-- SUPPLIED DATA follows --

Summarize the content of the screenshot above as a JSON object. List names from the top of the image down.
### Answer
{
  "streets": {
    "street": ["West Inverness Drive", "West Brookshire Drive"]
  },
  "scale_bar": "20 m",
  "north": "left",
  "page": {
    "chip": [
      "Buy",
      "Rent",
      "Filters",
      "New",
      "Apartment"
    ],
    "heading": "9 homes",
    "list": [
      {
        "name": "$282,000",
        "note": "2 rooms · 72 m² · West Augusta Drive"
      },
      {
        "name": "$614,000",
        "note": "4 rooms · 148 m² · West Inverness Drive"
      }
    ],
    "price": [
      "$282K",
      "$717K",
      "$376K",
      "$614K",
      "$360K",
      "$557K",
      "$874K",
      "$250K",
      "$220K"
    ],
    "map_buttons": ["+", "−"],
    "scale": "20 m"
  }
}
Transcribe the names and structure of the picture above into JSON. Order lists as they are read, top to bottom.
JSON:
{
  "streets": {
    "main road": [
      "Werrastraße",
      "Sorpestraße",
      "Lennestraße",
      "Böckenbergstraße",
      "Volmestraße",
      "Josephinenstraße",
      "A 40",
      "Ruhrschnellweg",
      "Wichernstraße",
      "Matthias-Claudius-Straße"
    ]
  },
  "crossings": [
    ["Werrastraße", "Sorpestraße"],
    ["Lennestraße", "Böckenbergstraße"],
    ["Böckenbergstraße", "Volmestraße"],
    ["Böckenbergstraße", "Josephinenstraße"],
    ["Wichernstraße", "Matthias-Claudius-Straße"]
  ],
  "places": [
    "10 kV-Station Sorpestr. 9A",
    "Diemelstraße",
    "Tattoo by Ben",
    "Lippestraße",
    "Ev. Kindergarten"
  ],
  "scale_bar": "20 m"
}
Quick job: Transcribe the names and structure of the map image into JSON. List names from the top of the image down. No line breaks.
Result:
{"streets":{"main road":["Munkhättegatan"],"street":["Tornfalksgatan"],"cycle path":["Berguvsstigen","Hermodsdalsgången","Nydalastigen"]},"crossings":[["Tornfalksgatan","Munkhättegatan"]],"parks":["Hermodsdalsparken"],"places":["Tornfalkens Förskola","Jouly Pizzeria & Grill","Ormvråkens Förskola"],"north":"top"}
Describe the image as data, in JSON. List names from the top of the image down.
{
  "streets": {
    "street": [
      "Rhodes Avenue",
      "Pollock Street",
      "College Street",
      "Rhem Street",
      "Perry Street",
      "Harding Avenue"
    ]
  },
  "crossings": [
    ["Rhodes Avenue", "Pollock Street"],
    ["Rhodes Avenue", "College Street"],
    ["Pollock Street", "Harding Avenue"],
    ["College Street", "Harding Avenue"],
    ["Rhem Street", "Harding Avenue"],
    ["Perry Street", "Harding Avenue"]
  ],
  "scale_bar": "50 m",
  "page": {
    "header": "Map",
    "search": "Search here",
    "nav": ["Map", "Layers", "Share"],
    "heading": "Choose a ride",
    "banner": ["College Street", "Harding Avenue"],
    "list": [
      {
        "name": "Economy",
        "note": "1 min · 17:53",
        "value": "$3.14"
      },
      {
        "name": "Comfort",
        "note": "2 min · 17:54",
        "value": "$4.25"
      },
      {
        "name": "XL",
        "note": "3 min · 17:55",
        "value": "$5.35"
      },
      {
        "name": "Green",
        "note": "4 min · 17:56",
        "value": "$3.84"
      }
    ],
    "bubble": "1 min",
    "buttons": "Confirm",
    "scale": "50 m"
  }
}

-- SUPPLIED DATA concluded --

WHAT YOU SHOULD DO: Copy all the entries exactly.

ANSWER SECTION:
Summarize the content of the screenshot above as a JSON object. List names from the top of the image down.
### Answer
{
  "streets": {
    "street": ["West Inverness Drive", "West Brookshire Drive"]
  },
  "scale_bar": "20 m",
  "north": "left",
  "page": {
    "chip": [
      "Buy",
      "Rent",
      "Filters",
      "New",
      "Apartment"
    ],
    "heading": "9 homes",
    "list": [
      {
        "name": "$282,000",
        "note": "2 rooms · 72 m² · West Augusta Drive"
      },
      {
        "name": "$614,000",
        "note": "4 rooms · 148 m² · West Inverness Drive"
      }
    ],
    "price": [
      "$282K",
      "$717K",
      "$376K",
      "$614K",
      "$360K",
      "$557K",
      "$874K",
      "$250K",
      "$220K"
    ],
    "map_buttons": ["+", "−"],
    "scale": "20 m"
  }
}
Transcribe the names and structure of the picture above into JSON. Order lists as they are read, top to bottom.
JSON:
{
  "streets": {
    "main road": [
      "Werrastraße",
      "Sorpestraße",
      "Lennestraße",
      "Böckenbergstraße",
      "Volmestraße",
      "Josephinenstraße",
      "A 40",
      "Ruhrschnellweg",
      "Wichernstraße",
      "Matthias-Claudius-Straße"
    ]
  },
  "crossings": [
    ["Werrastraße", "Sorpestraße"],
    ["Lennestraße", "Böckenbergstraße"],
    ["Böckenbergstraße", "Volmestraße"],
    ["Böckenbergstraße", "Josephinenstraße"],
    ["Wichernstraße", "Matthias-Claudius-Straße"]
  ],
  "places": [
    "10 kV-Station Sorpestr. 9A",
    "Diemelstraße",
    "Tattoo by Ben",
    "Lippestraße",
    "Ev. Kindergarten"
  ],
  "scale_bar": "20 m"
}
Quick job: Transcribe the names and structure of the map image into JSON. List names from the top of the image down. No line breaks.
Result:
{"streets":{"main road":["Munkhättegatan"],"street":["Tornfalksgatan"],"cycle path":["Berguvsstigen","Hermodsdalsgången","Nydalastigen"]},"crossings":[["Tornfalksgatan","Munkhättegatan"]],"parks":["Hermodsdalsparken"],"places":["Tornfalkens Förskola","Jouly Pizzeria & Grill","Ormvråkens Förskola"],"north":"top"}
Describe the image as data, in JSON. List names from the top of the image down.
{
  "streets": {
    "street": [
      "Rhodes Avenue",
      "Pollock Street",
      "College Street",
      "Rhem Street",
      "Perry Street",
      "Harding Avenue"
    ]
  },
  "crossings": [
    ["Rhodes Avenue", "Pollock Street"],
    ["Rhodes Avenue", "College Street"],
    ["Pollock Street", "Harding Avenue"],
    ["College Street", "Harding Avenue"],
    ["Rhem Street", "Harding Avenue"],
    ["Perry Street", "Harding Avenue"]
  ],
  "scale_bar": "50 m",
  "page": {
    "header": "Map",
    "search": "Search here",
    "nav": ["Map", "Layers", "Share"],
    "heading": "Choose a ride",
    "banner": ["College Street", "Harding Avenue"],
    "list": [
      {
        "name": "Economy",
        "note": "1 min · 17:53",
        "value": "$3.14"
      },
      {
        "name": "Comfort",
        "note": "2 min · 17:54",
        "value": "$4.25"
      },
      {
        "name": "XL",
        "note": "3 min · 17:55",
        "value": "$5.35"
      },
      {
        "name": "Green",
        "note": "4 min · 17:56",
        "value": "$3.84"
      }
    ],
    "bubble": "1 min",
    "buttons": "Confirm",
    "scale": "50 m"
  }
}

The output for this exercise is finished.